Back to the lower courts it went, and Reynolds came to the same conclusion, and so the program has continued to operate modestly under the 2011 law with these key provisions enjoined.
This month, the state again appealed Reynold’s decision; the Supreme Court will rule again and the bets are that they will decide in favor of the state. The decision isn’t about the rightness, wrongness or effectiveness of medical marijuana so much as whether the legislature has the right to do what it did in restricting access, as it has with the 2011 law. Bets are, they probably did.
It may take up to a year if the case moves slowly. But even with such a timeline, should the court reverse Reynold’s decision, medical marijuana, in practical terms, will no longer be available in Montana. Even if a legalization initiative was on the 2016 ballot and was successful, there would still likely be a gap of at least four to six months without access, and currently, there is no effort to put it on the ballot.

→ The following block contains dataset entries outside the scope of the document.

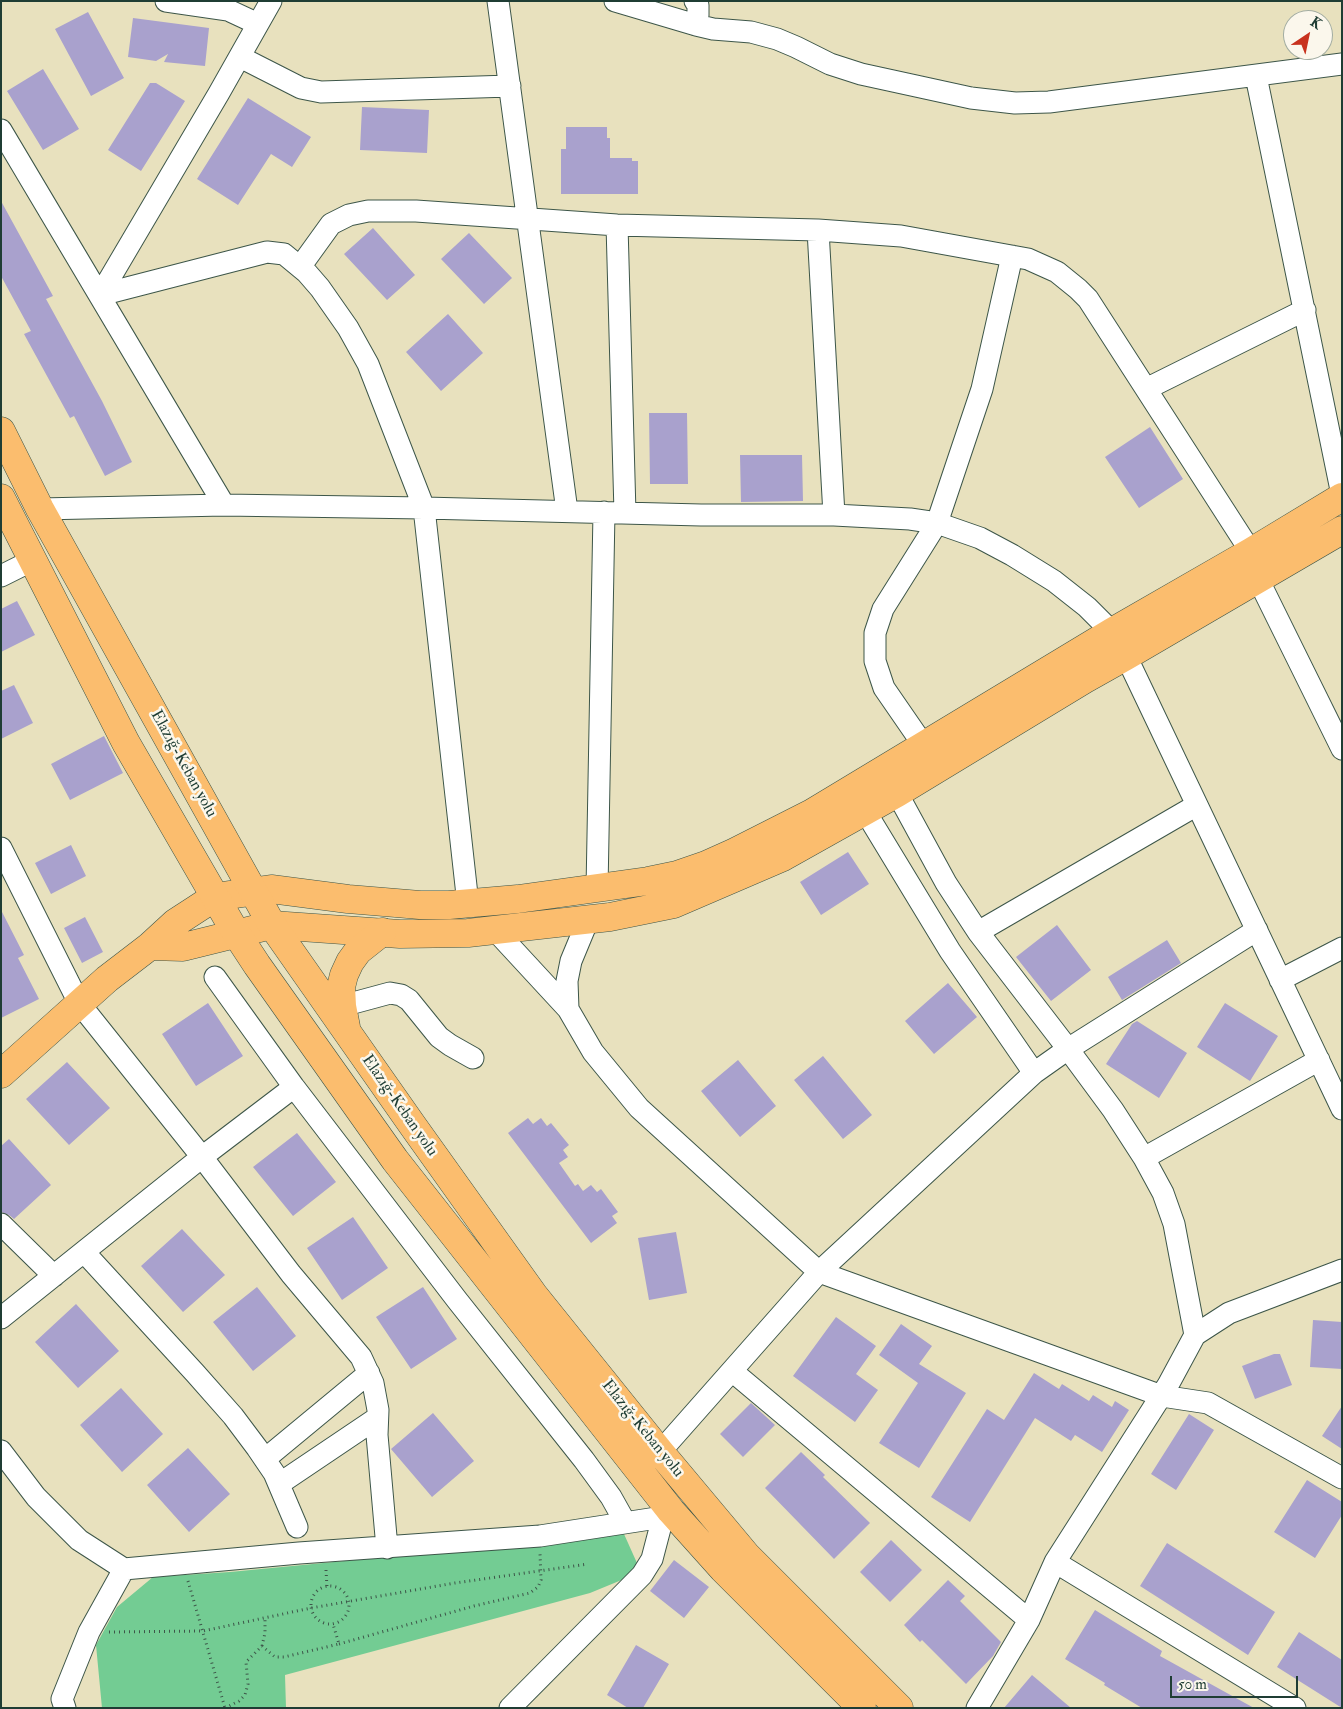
<!DOCTYPE html>
<html>
<head>
<meta charset="utf-8">
<style>
	body { margin:0 }
	#map { position:relative; width:1343px; height:1709px; overflow:hidden; background:#e8e1be; font-family:"IM FELL Double Pica",serif }
	canvas { display:block }
	.frame { position:absolute; inset:0; border:2px solid #1f3d34; pointer-events:none }
	.north { position:absolute; left:1283px; top:10px; width:50px; height:50px; box-sizing:border-box; background:#fbf7ec; border:1px solid #a3ada2; border-radius:50%; rotate:34deg; font-size:14px; font-weight:700; line-height:20px; text-align:center; color:#1f3d34 }
	.north::after { content:''; display:block; margin:auto; width:18px; height:22px; background:#c8321e; clip-path:polygon(50% 0,100% 100%,50% 72%,0 100%) }
	.scale { position:absolute; left:1170px; top:1676px; width:128px; height:22px; box-sizing:border-box; border:2px solid #1f3d34; border-top:0; padding-left:6px; font-size:15px; line-height:18px; white-space:nowrap; color:#1f3d34; -webkit-text-stroke:4px #fbf7ec; paint-order:stroke }
</style>
</head>
<body>
<div id="map">
<canvas width="1343" height="1709"></canvas>
<div class="frame"></div>
<div class="north">K</div>
<div class="scale">50 m</div>
</div>
<script>
const context = document.querySelector('canvas').getContext('2d');
context.lineJoin = 'round';
function paint(path, color) { context.fillStyle = color; context.fill(path, 'evenodd'); }
const poly = rows => new Path2D(rows.map(r => 'M' + r).join(''));
function stroke(path, color, width, dash) { context.strokeStyle = color; context.lineWidth = width; context.lineCap = dash ? 'butt' : 'round'; context.setLineDash(dash || []); context.stroke(path); }
function write(font, color, halo, rows, align = 'center') {
  context.font = font + ' "IM FELL Double Pica",serif'; context.lineWidth = 5; context.setLineDash([]); context.textBaseline = 'middle'; context.strokeStyle = halo; context.fillStyle = color; for (const [text, x, y, turn = 0] of rows) {
    context.save(); context.translate(x, y); context.rotate((+turn || 0) * Math.PI / 180); context.textAlign = isNaN(turn) ? turn : align; if (halo) context.strokeText(text, 0, 0); context.fillText(text, 0, 0); context.restore();
  }
}
const green = poly([
	[624,1534,641,1572,590,1593,285,1675,286,1708,102,1708,96,1645,117,1607,153,1577,230,1572]
]);
const building = poly([
	[88,12,124,78,91,96,55,29],
	[133,18,209,28,205,66,164,62,168,54,156,61,128,57],
	[43,69,79,129,43,150,7,91],
	[150,83,156,83,185,101,141,171,108,150],
	[248,98,311,137,292,167,271,154,238,205,197,179],
	[362,107,429,110,427,153,360,150],
	[566,127,607,127,607,138,610,138,610,158,632,158,632,161,638,161,638,194,561,194,561,149,566,149],
	[1,201,53,296,46,299,102,401,132,462,105,476,74,416,70,418,24,334,31,331,1,276],
	[373,228,415,275,387,300,344,254],
	[469,233,512,278,484,304,441,259],
	[448,314,483,353,441,391,406,352],
	[649,413,687,413,688,484,650,484],
	[1150,427,1183,479,1139,508,1105,457],
	[740,455,802,455,803,501,741,502],
	[17,601,35,635,1,652,1,609],
	[14,685,33,723,1,739,1,691],
	[104,736,123,773,70,800,51,764],
	[71,845,86,876,51,894,35,863],
	[848,852,869,884,821,915,800,882],
	[1,910,24,955,18,958,39,999,1,1018],
	[85,917,103,952,82,963,64,928],
	[1057,925,1091,970,1051,1001,1016,957],
	[1167,940,1181,963,1122,1000,1108,977],
	[948,983,977,1017,934,1054,905,1021],
	[208,1003,243,1056,196,1086,162,1034],
	[1225,1003,1278,1036,1250,1081,1197,1047],
	[1137,1021,1187,1053,1159,1098,1106,1064,1132,1024],
	[823,1056,872,1115,843,1139,794,1080],
	[738,1060,776,1106,740,1137,701,1091],
	[67,1062,110,1108,69,1145,26,1099],
	[528,1118,533,1124,541,1118,547,1126,551,1123,569,1145,563,1150,568,1157,559,1163,575,1186,578,1184,583,1191,591,1185,597,1192,601,1189,618,1212,612,1216,617,1223,591,1243,508,1133],
	[297,1133,336,1182,293,1216,253,1167],
	[9,1139,51,1185,14,1219,9,1215,1,1212,1,1146],
	[353,1217,388,1268,342,1300,307,1248],
	[182,1229,225,1275,183,1312,141,1266],
	[676,1232,687,1293,649,1300,638,1238],
	[257,1287,296,1336,253,1371,213,1322],
	[423,1287,457,1339,411,1369,376,1317],
	[76,1304,119,1351,78,1388,35,1342],
	[836,1317,876,1346,856,1374,878,1390,855,1422,793,1376],
	[1313,1320,1342,1322,1342,1369,1310,1367],
	[901,1324,932,1346,919,1364,966,1393,919,1468,879,1443,918,1383,879,1355],
	[1274,1354,1280,1354,1292,1385,1255,1399,1242,1366],
	[1034,1373,1059,1389,1062,1384,1089,1401,1093,1395,1112,1407,1115,1401,1129,1410,1102,1452,1075,1435,1071,1441,1035,1418,970,1522,931,1497,987,1409,1004,1420],
	[121,1388,163,1434,122,1472,80,1425],
	[751,1403,775,1425,743,1457,720,1434],
	[1342,1406,1342,1449,1322,1436],
	[433,1413,474,1461,432,1497,391,1449],
	[1189,1414,1214,1430,1176,1490,1151,1474],
	[188,1448,230,1494,189,1532,147,1485],
	[801,1452,825,1475,823,1477,870,1523,834,1559,765,1488],
	[1307,1480,1342,1502,1342,1515,1315,1558,1274,1532],
	[891,1540,922,1570,890,1602,860,1572],
	[1167,1543,1275,1612,1248,1655,1140,1586],
	[674,1560,709,1587,684,1618,650,1591],
	[948,1580,965,1596,960,1601,1001,1642,993,1656,966,1684,922,1640,920,1642,904,1625],
	[1095,1610,1162,1651,1160,1656,1254,1708,1142,1708,1104,1685,1105,1683,1065,1659],
	[1299,1632,1342,1660,1342,1708,1277,1667],
	[636,1645,669,1664,643,1708,628,1708,607,1695],
	[1032,1675,1071,1708,1004,1708]
]);
const path = poly([
	[326,1570,327,1587],
	[188,1581,225,1708],
	'311 1605a19 19 0 1 1 38 0a19 19 0 1 1-38 0Z',
	[109,1632,203,1631,311,1608,455,1583,588,1564],
	[339,1644,474,1606,530,1593,538,1587,541,1580,540,1553],
	[262,1646,265,1633,265,1618],
	[225,1708,239,1701,245,1695,248,1684,246,1662,262,1646,275,1657,284,1657,339,1644,333,1624]
]);
const minor = poly([
	[166,1,228,10,258,24],
	[498,1,567,511],
	[615,1,696,25,713,29,751,32,777,39,796,47,830,64,861,74,971,98,1015,103,1049,102,1342,64],
	[695,1,698,5,698,15,696,25],
	[240,57,301,88,321,92,510,86],
	[1256,76,1342,495],
	[1,130,224,505],
	[617,225,625,513],
	[818,230,834,515],
	[300,267,331,224,349,215,368,211,416,211,617,225,818,230,901,236,1028,259,1057,272,1078,289,1088,299,1251,552],
	[100,295,267,252,284,254,307,273,320,288,348,328,368,364,424,508,468,904],
	[100,295,219,93,271,1],
	[1146,389,1305,310],
	[40,509,224,505,424,508,701,515,834,515,910,519,937,523,980,538,1012,555,1054,581,1087,607,1112,632,1126,656,1342,1109],
	[1,576,33,560],
	[1258,579,1342,749],
	[924,746,884,688,875,661,875,633,883,609,937,523,982,389,1012,256],
	[897,793,946,883,978,932,1068,1049,1257,930],
	[865,811,950,951,1034,1073],
	[1,848,79,1003,202,1157,291,1274,361,1357,373,1383,378,1410,377,1435,387,1548],
	[597,889,604,512],
	[495,930,568,1009,567,981,571,961,588,920],
	[978,932,1197,805],
	[215,977,294,1087,457,1300,584,1460,611,1497,625,1522],
	[1280,980,1342,948],
	[342,1006,390,993,401,995,409,1000,439,1037,450,1045,473,1058],
	[568,1009,593,1052,639,1108,819,1272,1162,1396,1208,1403,1342,1478],
	[1144,1158,1319,1060],
	[1,1224,54,1276],
	[84,1252,195,1373,233,1416,257,1448,274,1473,297,1527],
	[1,1318,202,1157,294,1087],
	[732,1371,1029,1620],
	[1,1451,36,1497,79,1540,124,1569,299,1553,540,1536,663,1517,671,1511],
	[660,1452,819,1272,1034,1073,1068,1049,1113,1110,1144,1158,1163,1193,1174,1224,1195,1335],
	[265,1459,369,1373],
	[279,1484,377,1418],
	[1055,1562,1295,1708],
	[65,1708,62,1699,89,1632,124,1569],
	[510,1708,642,1575,652,1559,663,1517],
	[977,1708,1029,1620,1055,1562,1168,1385,1195,1335,1229,1313,1342,1270]
]);
const major = poly([
	[150,946,183,947,272,925,400,934,468,933,610,917,674,904,781,858,897,793,1085,679,1126,656,1342,530],
	[1,1074,107,979,150,946,175,923,215,897,271,889,348,899,420,905,449,905,518,899,648,881,677,875,706,865,735,852,812,813,1112,632,1251,552,1342,497]
]);
const highway = poly([
	[1,431,40,509,272,925,413,1126,533,1294,660,1452,747,1556,899,1708],
	[1,498,126,743,236,933,257,965,395,1160,671,1511,723,1569,862,1708],
	[346,1027,342,1006,341,987,344,975,350,962,358,951,382,932]
]);
const streetNames = [
	["Elazığ-Keban yolu",183,764,61],
	["Elazığ-Keban yolu",399,1106,55],
	["Elazığ-Keban yolu",642,1429,51]
];
paint(green, '#73cc93');
paint(building, '#a9a1cd');
stroke(minor, '#3d5649', 23);
stroke(major, '#3d5649', 29);
stroke(highway, '#3d5649', 29);
stroke(path, '#3d5649', 3, [1, 4]);
stroke(minor, '#fff', 21);
stroke(major, '#fbbd6e', 28);
stroke(highway, '#fbbd6e', 28);
write('16px', '#1f3d34', '#fbf7ec', streetNames);
</script>
</body>
</html>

Without a successful initiative, the hope for preserving medical access would fall to the 2017 Legislature. The state legislature thus far has not demonstrated any interest in dealing responsibly with the medical marijuana issue. Even if they passed a bill that reflected the program as it currently operates with the enjoined provisions (Sen. Robyn Driscoll carried such a bill in 2015), it could still take until June 2017 for that law to go into effect, which would mean possibly 14 months without medical marijuana access in Montana.
Meanwhile, the human cannabinoid system increasingly demonstrates its capacity to fight cancer. Many kinds of cancer cells overexpress cannabinoid receptors, and with cannabinoid treatment, respond with a chemical cascade within the cancer cell that results in apoptosis (self-destruction of the cancer cell). Cancer is just one of the conditions it functionally addresses.
Also meanwhile, in 2014, Colorado raised $53 million in tax revenue on marijuana sales. In Denver, violent crimes have decreased, and according to an article in Mother Jones, the new industry in Denver occupies 4.5 million square feet; the price for commercial properties has doubled or tripled. Statewide, traffic fatalities have declined.
The marijuana industry isn't just happening, it’s developing, and as federal law changes to reflect the trend, entrepreneurs in other states will be way ahead of Montanans. Montana may once again end up providing the labor for profits that find their home elsewhere.